▸ **WHAT YOU NEED TO DO**: Report the number of lines of the listing below containing the string "above", with nothing added.

============

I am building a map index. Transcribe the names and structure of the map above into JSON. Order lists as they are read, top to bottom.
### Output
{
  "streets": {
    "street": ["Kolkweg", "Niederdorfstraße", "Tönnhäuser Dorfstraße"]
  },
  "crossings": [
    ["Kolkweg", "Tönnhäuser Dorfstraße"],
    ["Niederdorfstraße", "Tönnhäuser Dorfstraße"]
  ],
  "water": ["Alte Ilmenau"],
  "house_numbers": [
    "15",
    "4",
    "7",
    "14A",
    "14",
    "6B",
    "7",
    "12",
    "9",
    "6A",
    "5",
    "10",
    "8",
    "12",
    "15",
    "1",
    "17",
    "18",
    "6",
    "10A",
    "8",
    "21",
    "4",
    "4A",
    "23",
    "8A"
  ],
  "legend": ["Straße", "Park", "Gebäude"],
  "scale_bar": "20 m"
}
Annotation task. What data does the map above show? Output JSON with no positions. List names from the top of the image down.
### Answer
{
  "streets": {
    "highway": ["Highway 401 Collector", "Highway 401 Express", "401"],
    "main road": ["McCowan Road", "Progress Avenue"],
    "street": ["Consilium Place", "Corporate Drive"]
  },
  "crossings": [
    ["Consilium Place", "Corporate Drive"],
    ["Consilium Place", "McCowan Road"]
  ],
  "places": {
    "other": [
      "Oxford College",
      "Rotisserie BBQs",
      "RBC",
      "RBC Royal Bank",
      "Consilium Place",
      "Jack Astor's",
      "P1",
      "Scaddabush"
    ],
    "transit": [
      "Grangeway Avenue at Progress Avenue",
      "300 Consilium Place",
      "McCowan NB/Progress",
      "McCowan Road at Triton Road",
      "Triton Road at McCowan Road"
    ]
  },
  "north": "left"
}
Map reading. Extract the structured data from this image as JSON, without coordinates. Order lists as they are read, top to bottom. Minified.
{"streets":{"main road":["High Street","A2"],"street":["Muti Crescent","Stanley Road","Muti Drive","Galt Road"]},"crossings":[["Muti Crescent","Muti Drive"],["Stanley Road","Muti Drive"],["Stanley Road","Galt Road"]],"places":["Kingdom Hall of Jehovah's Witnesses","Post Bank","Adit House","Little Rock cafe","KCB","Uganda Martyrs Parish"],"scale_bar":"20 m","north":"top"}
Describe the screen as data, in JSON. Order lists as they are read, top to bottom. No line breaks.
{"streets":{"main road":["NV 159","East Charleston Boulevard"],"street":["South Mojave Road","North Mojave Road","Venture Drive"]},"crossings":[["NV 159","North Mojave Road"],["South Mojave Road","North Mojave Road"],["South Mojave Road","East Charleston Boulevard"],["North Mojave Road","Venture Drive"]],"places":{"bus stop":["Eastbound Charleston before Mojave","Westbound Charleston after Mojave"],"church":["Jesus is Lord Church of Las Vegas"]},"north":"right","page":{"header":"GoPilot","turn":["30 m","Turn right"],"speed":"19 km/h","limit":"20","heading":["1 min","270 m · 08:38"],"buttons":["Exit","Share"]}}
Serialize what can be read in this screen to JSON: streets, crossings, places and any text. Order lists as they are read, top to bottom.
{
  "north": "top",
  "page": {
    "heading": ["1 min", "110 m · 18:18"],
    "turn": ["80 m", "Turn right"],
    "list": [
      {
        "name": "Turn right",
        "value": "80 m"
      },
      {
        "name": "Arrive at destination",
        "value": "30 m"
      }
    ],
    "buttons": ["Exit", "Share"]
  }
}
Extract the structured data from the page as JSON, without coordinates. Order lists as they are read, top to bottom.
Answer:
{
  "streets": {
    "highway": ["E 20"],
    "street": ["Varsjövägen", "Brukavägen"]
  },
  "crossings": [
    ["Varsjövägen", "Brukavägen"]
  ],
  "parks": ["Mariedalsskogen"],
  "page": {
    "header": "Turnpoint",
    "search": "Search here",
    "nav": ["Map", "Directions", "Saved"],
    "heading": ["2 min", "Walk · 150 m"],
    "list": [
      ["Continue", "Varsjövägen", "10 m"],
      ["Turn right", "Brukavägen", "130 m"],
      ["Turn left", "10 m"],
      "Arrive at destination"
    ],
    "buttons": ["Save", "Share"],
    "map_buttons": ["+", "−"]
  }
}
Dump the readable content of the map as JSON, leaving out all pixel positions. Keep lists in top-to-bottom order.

============

▸ **RESPONSE**: 2